How do linear regression and correlation work? – Chapter 9

9.1 What are linear associations?
9.2 What is the least squares prediction equation?
9.3 What is a linear regression model?
9.4 How does the correlation measure the association of a linear function?
9.5 How do you predict the slope and the correlation?
9.6 What happens when the assumptions of a linear model are violated?

9.1 What are linear associations?

Regression analysis is the process of researching associations between quantitative response variables and explanatory variables. It has three aspects: 1) investigating whether an association exists, 2) determining the strength of the association and 3) making a regression equation to predict the value of the response variable using the explanatory variable.

The response variable is denoted as y and the explanatory variable as x. A linear function means that there is a straight line throughout the points of data in a graph. A linear function is: y = α + β (x). In this alpha (α) is the y-intercept and beta (β) is the slope.

The x-axis is the horizontal axis and the y-axis is the vertical axis. The origin is the point where x and y are both 0.

The y-intercept is the value of y when x = 0. In that case β(x) equals 0, only y = α remains. The y-intercept is the location where the line starts on the y-axis.

The slope (β) indicates the change in y for a change of 1 in x. So the slope is an indication of how steep the line is.

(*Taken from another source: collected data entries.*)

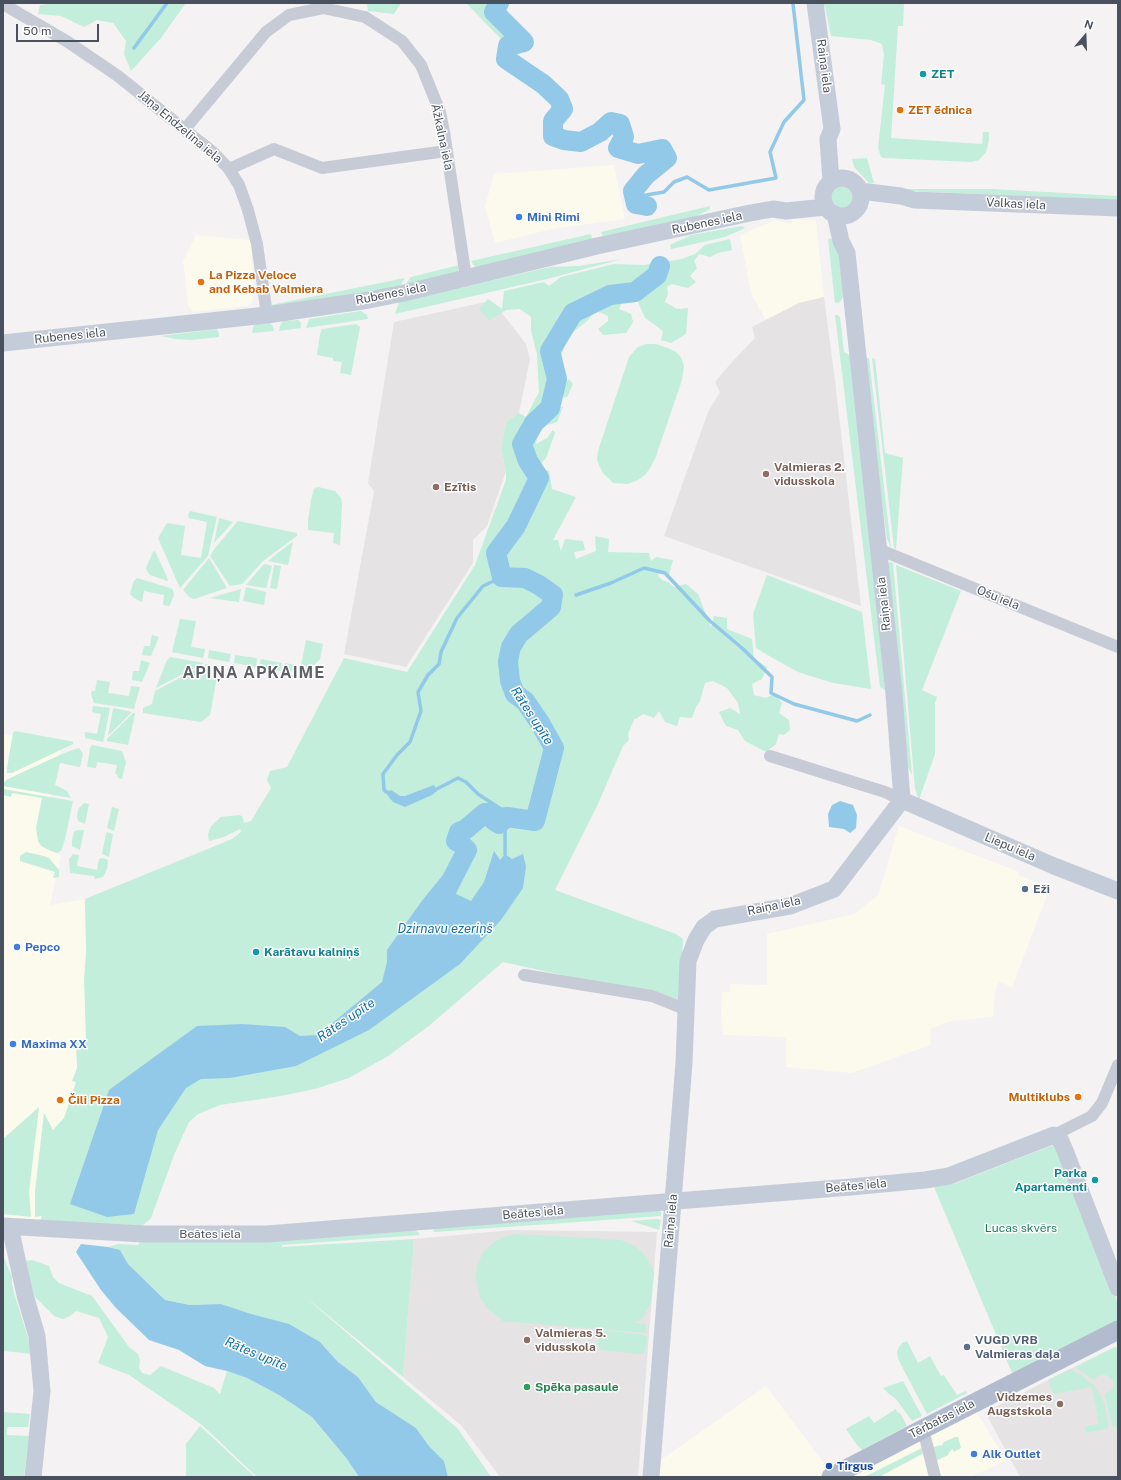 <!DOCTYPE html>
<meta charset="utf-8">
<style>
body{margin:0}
#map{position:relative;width:1121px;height:1480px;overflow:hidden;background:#f4f2f2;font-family:"Public Sans",sans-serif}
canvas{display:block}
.frame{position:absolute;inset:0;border:4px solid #4a515e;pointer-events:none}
.north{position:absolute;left:1065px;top:16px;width:40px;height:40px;-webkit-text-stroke:3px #fff;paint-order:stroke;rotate:19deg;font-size:11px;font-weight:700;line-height:16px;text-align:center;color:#4a515e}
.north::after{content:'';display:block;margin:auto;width:14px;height:18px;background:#4a515e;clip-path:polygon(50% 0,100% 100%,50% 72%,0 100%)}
.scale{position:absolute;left:16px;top:24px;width:83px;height:18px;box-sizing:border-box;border:2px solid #4a515e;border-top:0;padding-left:5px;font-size:12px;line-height:14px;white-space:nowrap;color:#4a515e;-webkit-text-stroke:3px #fff;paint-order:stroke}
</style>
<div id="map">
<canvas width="1121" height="1480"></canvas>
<div class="frame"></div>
<div class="north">N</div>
<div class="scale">50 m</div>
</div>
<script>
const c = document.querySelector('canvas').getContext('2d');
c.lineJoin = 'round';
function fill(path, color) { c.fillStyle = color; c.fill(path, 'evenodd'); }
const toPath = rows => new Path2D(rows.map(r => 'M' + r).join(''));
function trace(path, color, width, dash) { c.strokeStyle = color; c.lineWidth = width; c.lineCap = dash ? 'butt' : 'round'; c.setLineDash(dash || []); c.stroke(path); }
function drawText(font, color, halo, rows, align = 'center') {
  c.font = font + ' "Public Sans",sans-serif'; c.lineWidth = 3; c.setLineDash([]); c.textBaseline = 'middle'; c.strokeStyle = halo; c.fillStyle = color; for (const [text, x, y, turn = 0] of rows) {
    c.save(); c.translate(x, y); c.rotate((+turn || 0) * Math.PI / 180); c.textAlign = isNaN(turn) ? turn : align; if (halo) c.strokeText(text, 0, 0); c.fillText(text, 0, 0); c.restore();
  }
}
fill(toPath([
 [614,165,625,219,552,229,495,243,485,206,494,174],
 [793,219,816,221,824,297,799,303,766,320,751,293,740,235,775,220,791,224],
 [196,235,251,240,254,295,252,303,247,306,193,312,188,305,183,261],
 [3,734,62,744,41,846,61,856,50,905,85,899,90,1064,38,1228,3,1226],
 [899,826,1019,872,1018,875,1050,888,1012,987,999,982,995,991,993,1017,951,1021,930,1029,931,1045,852,1073,786,1067,786,1037,723,1035,721,1013,722,992,730,992,730,984,767,985,767,934,854,914,878,895],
 [766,1386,833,1475,972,1404,1006,1461,970,1477,651,1477,652,1466]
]), '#fcfaed');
fill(toPath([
 [824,297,835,381,861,606,664,536,708,412,720,392,715,382,732,362,755,338,752,327,799,303],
 [490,301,506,318,526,344,530,359,519,413,506,422,501,449,506,471,487,526,473,540,473,563,406,667,344,654,374,491,368,483,394,322],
 [512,1230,657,1232,638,1477,500,1477,461,1425,403,1377,414,1239],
 [1115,1347,1118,1349,1118,1477,1020,1477,985,1412,1070,1369]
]), '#e5e3e3');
fill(toPath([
 [58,3,186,3,161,38,131,71,124,54,126,41,113,23,97,20,84,27,61,16,38,14,40,5],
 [367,3,401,3,394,14,368,11],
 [466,3,499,3,494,12,524,42,508,46],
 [815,3,904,3,903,26,898,26,891,138,982,144,983,132,989,132,989,140,986,152,979,160,972,162,884,158,881,157,878,148,885,85,881,84,884,55,882,44,871,40,831,36,825,7,816,8],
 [867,158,874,183,869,183,854,167,852,159],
 '830 196a12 12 0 1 1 24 0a12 12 0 1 1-24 0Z',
 [889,189,992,189,1118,196,1118,200,908,191],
 [710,206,710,209,687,221,603,236,601,232],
 [742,226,745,228,725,237,671,249,670,245,691,235],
 [591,234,592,238,589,243,478,268,475,267,471,261],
 [838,237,844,295,840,302,835,303,828,239],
 [730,239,732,250,718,253,710,257,699,254,694,261,697,268,690,276,696,282,688,288,671,284,667,287,668,294,665,302,677,309,688,308,686,334,671,343,661,340,663,331,645,318,638,302,642,292,633,287,614,291,623,299,619,309,631,314,633,322,626,333,603,335,598,329,608,321,608,316,596,311,586,322,570,334,562,353,560,378,564,384,569,379,573,384,567,397,556,398,555,406,563,407,557,422,544,426,537,438,536,444,547,438,553,430,555,433,546,458,538,467,549,471,552,489,576,497,553,540,558,540,561,551,565,539,583,541,585,550,574,552,576,559,596,551,595,536,609,539,608,552,649,553,651,561,656,557,673,560,669,575,659,573,658,576,662,580,668,582,674,587,686,584,698,594,711,627,714,616,727,618,727,629,752,639,754,659,767,667,762,679,752,684,754,695,766,698,774,694,782,703,779,713,789,720,790,730,784,735,779,734,776,744,766,752,745,741,738,730,726,726,719,712,730,708,740,714,738,703,727,688,713,681,705,683,700,701,696,707,692,718,680,717,677,726,665,722,659,711,654,718,643,714,636,719,635,718,628,734,629,740,623,746,598,804,555,890,676,934,683,939,680,1001,503,962,430,1025,388,1056,349,1078,315,1089,281,1096,220,1105,198,1114,189,1122,174,1155,151,1218,142,1226,412,1229,418,1232,420,1235,282,1245,282,1247,414,1239,403,1377,303,1295,458,1429,491,1477,448,1477,444,1461,429,1446,416,1428,376,1402,358,1377,338,1362,320,1342,221,1304,190,1305,165,1300,128,1264,120,1250,108,1247,119,1244,138,1245,144,1235,38,1228,42,1216,35,1217,35,1191,44,1113,53,1130,64,1118,76,1082,72,1081,77,1068,76,1042,89,1042,86,1041,84,979,86,954,85,899,232,839,241,832,240,829,224,837,209,841,208,834,211,826,221,817,239,815,242,816,244,823,251,821,271,788,267,780,270,771,287,767,344,658,407,672,475,565,506,480,506,471,501,449,506,422,519,413,526,417,539,392,537,355,531,330,531,317,520,309,506,310,489,321,479,309,488,299,502,309,504,291,544,282,549,286,561,277,614,264,643,265,682,259,695,254,705,245],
 [622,259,547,279,395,314,399,302,550,267,579,266],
 [459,265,458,271,454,275,405,285,411,277],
 [405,278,399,287,274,307,271,305],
 [361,311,367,315,368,319,306,328,309,319],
 [835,315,838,315,840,317,844,352,851,356,878,607,885,690,880,687],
 [298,320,301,323,301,328,279,331,280,326,283,321],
 [270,323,273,327,274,331,252,333,253,327,255,324],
 [356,324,360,327,351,375,340,373,342,362,333,361,333,358,317,355,320,334,322,329],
 [217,329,219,333,219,337,191,340,176,339,160,336],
 [646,344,656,344,668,348,676,352,681,357,684,366,682,380,655,459,650,468,645,475,638,480,628,484,613,483,603,473,600,467,597,460,598,451,629,357,638,347],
 [867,358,869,358,891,547,887,539,863,366],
 [872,358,875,359,885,453,903,458,896,549,894,548],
 [318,487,335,491,341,498,342,504,340,545,333,543,334,533,308,530,308,521,311,500,314,489],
 [190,511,217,517,208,556,180,588,158,538,167,523,185,526,181,555,201,558,207,522,189,518,188,515],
 [219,518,233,522,214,543],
 [238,521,297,533,297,536,263,561,242,584,230,586,210,556,215,548],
 [293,542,288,565,268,561,288,545],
 [155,551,167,577,168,580,167,581,150,575,147,571,146,568,153,552],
 [209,558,227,588,194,599,189,597,183,590],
 [891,562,893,563,912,775,908,767,886,567,888,563],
 [265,564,272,566,266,588,246,585,263,565],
 [274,565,281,566,277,589,270,588],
 [896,565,961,591,922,690,937,697,935,703,935,754,919,800,915,789],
 [767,575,862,612,871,689,833,683,798,672,771,657,756,648,753,614],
 [137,578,170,588,173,590,174,595,170,605,169,606,163,605,164,595,144,591,142,602,134,598,130,594,131,590,134,581],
 [246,587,266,592,264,605,243,601],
 [241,589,239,602,210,598],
 [180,619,196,621,191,647,205,649,203,658,172,652],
 [152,635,159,637,151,656,142,655,144,646,150,646],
 [306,640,323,644,320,659,306,674,284,670,285,663,301,666],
 [209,650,231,654,229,662,208,658],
 [235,655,257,658,256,667,234,663],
 [170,657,204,663,156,688,167,660],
 [261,659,282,663,281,671,259,667],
 [141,660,150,663,142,682,132,680,133,671,139,671],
 [206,664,219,666,210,715,201,722,143,713,143,708,152,704,155,691],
 [97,680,110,682,108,693,129,696,131,686,140,687,134,709,94,703,91,694,92,691,95,691],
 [93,706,110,708,104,738,103,742,85,738,85,732,97,734,101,714,92,712],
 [114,708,132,712,108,736,113,709],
 [133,713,135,713,135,715,128,745,107,741,107,739],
 [15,731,70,741,73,742,73,744,12,773,7,773,7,768,13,733],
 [92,745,122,751,126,762,122,779,118,778,117,774,115,774,117,765,97,762,96,768,87,767,90,748],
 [79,748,83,754,80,767,60,763,55,785,67,791,71,798,3,786,4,782,8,779,64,753],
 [3,789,73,801,65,839,61,851,57,853,51,851,41,846,38,841,36,828,42,798,12,793,11,797,3,795],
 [84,803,89,804,85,824,78,821,77,817,78,809],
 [112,807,119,809,114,831,107,828],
 [77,830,84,830,80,850,72,846,72,840,74,832],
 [107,832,113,834,109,857,102,854,106,834],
 [26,852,44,856,49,858,59,870,59,877,54,878,53,877,55,872,20,861,20,856],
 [73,854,79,855,77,866,97,870,99,859,103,858,108,860,107,869,103,877,95,879,94,876,70,873,69,859],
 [39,1107,29,1192,31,1217,3,1214,3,1139],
 [1053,1145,1060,1151,1106,1268,1118,1304,1118,1321,1013,1375,934,1187,956,1183],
 [654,1210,660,1211,662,1214,660,1216,550,1224,435,1232,433,1231,434,1228],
 [657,1219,661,1220,659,1230,631,1221],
 [517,1234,621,1240,636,1247,645,1256,651,1266,654,1273,651,1303,642,1319,634,1323,646,1324,646,1333,502,1321,501,1319,487,1308,480,1297,476,1277,477,1265,484,1251,494,1242,503,1237],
 [3,1255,12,1277,12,1285,15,1296,33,1354,3,1351],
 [32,1260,49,1266,53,1277,59,1283,92,1296,129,1347,138,1354,140,1360,139,1368,142,1373,150,1375,161,1366,214,1388,220,1394,227,1371,247,1378,279,1395,312,1417,347,1459,359,1477,257,1477,201,1424,129,1375,98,1363,108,1337,99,1318,76,1311,70,1316,63,1319,54,1316,36,1298,31,1288,26,1261],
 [604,1330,644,1335,647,1338,645,1351,641,1354,603,1350,599,1349,598,1346,598,1337,601,1331],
 [907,1341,918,1363,930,1356,941,1376,944,1375,957,1395,966,1391,967,1393,927,1414,898,1359,897,1351,899,1347,902,1343],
 [1115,1347,1118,1349,1118,1427,1115,1427,1112,1424,1105,1394,1111,1391,1114,1386,1113,1381,1108,1376,1103,1374,1098,1376,1094,1380,1075,1367],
 [1070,1369,1080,1374,1092,1384,1099,1393,1105,1405,1108,1428,1086,1433,1085,1426,1099,1424,1092,1387,1054,1394,1048,1380],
 [903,1381,922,1416,912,1421,896,1399,889,1394,883,1388],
 [896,1409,897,1412,900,1413,907,1426,862,1450,857,1445,846,1429,869,1416,874,1423],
 [3,1412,30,1414,28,1427,8,1427,7,1428,7,1435,29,1436,24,1477,3,1477],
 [200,1426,255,1477,186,1477,186,1444],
 [955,1437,958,1437,961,1448,954,1452,953,1449,950,1451,948,1455,936,1461,933,1447,942,1445,944,1442],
 [922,1448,924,1453,879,1477,864,1477]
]), '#c3eedb');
fill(toPath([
 [434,785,437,791,432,795,405,807,393,802,388,796,388,792,391,790,400,796,405,796],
 [840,801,853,805,857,815,856,828,850,833,844,829,829,827,828,814,832,805],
 [494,851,500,860,505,854,512,859,523,854,526,867,523,888,501,920,460,964,369,1030,296,1066,230,1078,201,1079,186,1088,158,1130,134,1214,107,1217,70,1204,109,1090,197,1026,242,1024,285,1027,300,1036,318,1035,382,982,387,962,387,950,421,902,443,875,457,869,459,878,452,892,471,901,484,882],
 [81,1244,108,1247,120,1250,128,1264,165,1300,190,1305,221,1304,251,1314,289,1324,320,1342,338,1362,358,1377,376,1402,416,1428,429,1446,444,1461,448,1477,359,1477,347,1459,312,1417,279,1395,247,1378,227,1371,205,1366,179,1350,149,1340,116,1308,101,1290,76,1252]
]), '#92c9e9');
trace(toPath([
 [134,48,167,3],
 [634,197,664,192,674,182,687,177,709,190,776,178,770,152,784,122,804,100,793,4],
 [576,595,611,583,644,568,665,573,710,621,742,648,772,677,771,693,794,704,857,721,870,715],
 [433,791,458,778,466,782,478,794,501,809,518,811],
 [391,795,384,790,383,774,397,755,410,742,421,711,418,692,428,675,439,664,441,652,457,618,483,586,502,577],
 [496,806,498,814,505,812,508,814,507,817],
 [485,813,494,804],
 [499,824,505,828,505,854]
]), '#92c9e9', 3.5);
trace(toPath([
 [499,3,494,12,524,42,508,46,506,59,543,84,559,99,563,109,553,121,553,136,564,140,581,142,600,132,611,122,620,124,624,137,618,148,638,154,662,149,667,158,646,175,633,191,636,204,647,206],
 [445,893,467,850,461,844,456,841,459,832,466,829,485,813,491,813,493,820,499,824,507,817,535,821,554,748,540,723,525,701,515,694,510,681,508,661,511,647,519,634,551,607,553,595,539,585,525,578,502,577,496,553,516,526,539,478,528,461,522,444,534,423,550,408,557,379,550,351,573,313,610,295,635,292,657,275,660,266]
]), '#92c9e9', 20);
trace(toPath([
 [3,4,68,42,118,76,195,138,213,152,229,169,239,185,248,210,257,244,267,315],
 [185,129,266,32,289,15,323,8,365,17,402,41,421,65,436,102,440,112,444,132,466,278],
 [229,169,274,149,322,168,439,152,446,149],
 [878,549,1118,647],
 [770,756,885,792,902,800],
 [524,975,652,996,687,1010],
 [1054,1135,1092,1116,1102,1103,1118,1065],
 [923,1429,935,1477]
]), '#c6cbd5', 12);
trace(toPath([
 [815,3,832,129,828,139,831,181],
 '823 197a19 19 0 1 1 38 0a19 19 0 1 1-38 0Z',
 [860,191,901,196,914,200,1118,208],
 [3,343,267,315,369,300,404,293,597,246,750,213,773,209,786,211,826,207],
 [902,800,1054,866,1118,891],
 [3,1226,144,1234,267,1234,851,1187,925,1180,949,1176,1054,1135,1061,1141,1066,1153,1118,1288],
 [10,1227,25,1295,37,1336,42,1391,33,1477],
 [651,1477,684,1063,688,961,696,940,704,927,715,919,790,906,834,889,902,800,894,694,847,253,841,241,835,214]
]), '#c5ccd9', 17);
trace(toPath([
 [831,1477,923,1429,1118,1330]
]), '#b3bccf', 19);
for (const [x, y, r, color] of [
 [923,74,4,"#0f9aa8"],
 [900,110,4,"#e8710a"],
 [519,217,4,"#3f7fe0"],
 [201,282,4,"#e8710a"],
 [766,474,4,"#8d6e63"],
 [436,487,4,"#8d6e63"],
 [1025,889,4,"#5c6f8a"],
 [17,947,4,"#3f7fe0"],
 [256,952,4,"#0f9aa8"],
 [13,1044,4,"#3f7fe0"],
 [1078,1097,4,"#e8710a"],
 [60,1100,4,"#e8710a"],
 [1095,1180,4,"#0f9aa8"],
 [527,1340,4,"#8d6e63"],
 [967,1347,4,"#5c6f8a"],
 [527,1387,4,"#2e9e5b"],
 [1060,1404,4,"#8d6e63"],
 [974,1454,4,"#3f7fe0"],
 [829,1466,4,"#1a4fb4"]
]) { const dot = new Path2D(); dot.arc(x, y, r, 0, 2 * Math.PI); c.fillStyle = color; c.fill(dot); trace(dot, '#fff', 1.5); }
drawText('12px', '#4a515e', '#fff', [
 ["Raiņa iela",824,66,83],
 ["Jāņa Endzelīna iela",180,127,40],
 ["Āžkalna iela",442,137,78],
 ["Valkas iela",1016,204,3],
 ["Rubenes iela",707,223,-12],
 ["Rubenes iela",391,294,-11],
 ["Rubenes iela",70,336,-6],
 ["Ošu iela",998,598,22],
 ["Raiņa iela",884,604,-96],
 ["Liepu iela",1010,847,23],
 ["Raiņa iela",774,906,-12],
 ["Beātes iela",856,1186,-5],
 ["Beātes iela",533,1213,-5],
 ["Raiņa iela",671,1221,-85],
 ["Beātes iela",210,1234],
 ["Tērbatas iela",942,1419,-27]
]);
drawText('bold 12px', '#0d838f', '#fff', [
 ["ZET",931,74],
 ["Karātavu kalniņš",264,952],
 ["Parka",1087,1173,"right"],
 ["Apartamenti",1087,1187,"right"]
], 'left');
drawText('bold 12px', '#c56008', '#fff', [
 ["ZET ēdnica",908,110],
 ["La Pizza Veloce",209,275],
 ["and Kebab Valmiera",209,289],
 ["Multiklubs",1070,1097,"right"],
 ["Čili Pizza",68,1100]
], 'left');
drawText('bold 12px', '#366cbe', '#fff', [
 ["Mini Rimi",527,217],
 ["Pepco",25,947],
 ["Maxima XX",21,1044],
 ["Alk Outlet",982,1454]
], 'left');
drawText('bold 12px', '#785e54', '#fff', [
 ["Valmieras 2.",774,467],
 ["vidusskola",774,481],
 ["Ezītis",444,487],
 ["Valmieras 5.",535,1333],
 ["vidusskola",535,1347],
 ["Vidzemes",1052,1397,"right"],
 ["Augstskola",1052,1411,"right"]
], 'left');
drawText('bold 12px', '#4e5e75', '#fff', [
 ["Eži",1033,889],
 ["VUGD VRB",975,1340],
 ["Valmieras daļa",975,1354]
], 'left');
drawText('12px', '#1c7f5d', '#fff', [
 ["Lucas skvērs",1021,1228]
]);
drawText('bold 12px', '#27864d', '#fff', [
 ["Spēka pasaule",535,1387]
], 'left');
drawText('bold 12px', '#164399', '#fff', [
 ["Tirgus",837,1466]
], 'left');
drawText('italic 13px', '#1271a9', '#fff', [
 ["Rātes upīte",532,716,57],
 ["Dzirnavu ezeriņš",445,929],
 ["Rātes upīte",346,1020,-34],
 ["Rātes upīte",256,1354,23]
]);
c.letterSpacing = '1px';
drawText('bold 16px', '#5e6066', '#fff', [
 ["APIŅA APKAIME",254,673]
]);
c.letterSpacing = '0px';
</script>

Generally when β increases, the line becomes steeper.

When β is positive, then y increases when x increases (a positive relationship). When β is negative, then y decreases when x increases (a negative relationship). When β = 0, the value of y is constant and doesn't change when x changes. This results in a horizontal line and means that the variables are independent.

A linear function is an example of a model; a simplified approximation of the association between variables in the population. A model can be good or bad. A regression model usually means a model more complex than a linear function.

9.2 What is the least squares prediction equation?

In regression analysis α and β are regarded as unknown parameters that can be estimated using the available data. Each value of y is a point in a graph and can be written with its coordinates (x, y). A graph is used as a visual check whether it makes sense to make a linear function. If the data is U-shaped, a straight line doesn't make sense.

The variable y is estimated by ŷ. The equation is estimated by the prediction equation: ŷ = a + b(x). This line is the best line; the line closest to all data points. In the prediction equation is a = ȳ – bx̄ and:

$b = \frac{\sum (x-\bar{x})(y-\bar{y})}{\sum (x - \bar{x})^2}$

A regression outlier is a data point far outside the trend of the other data points. It's called influential when removing it would cause a big change for the prediction equation. The effect is smaller for large datasets. Sometimes it's better for the prediction equation to leave the outlier out and explain this when reporting the results.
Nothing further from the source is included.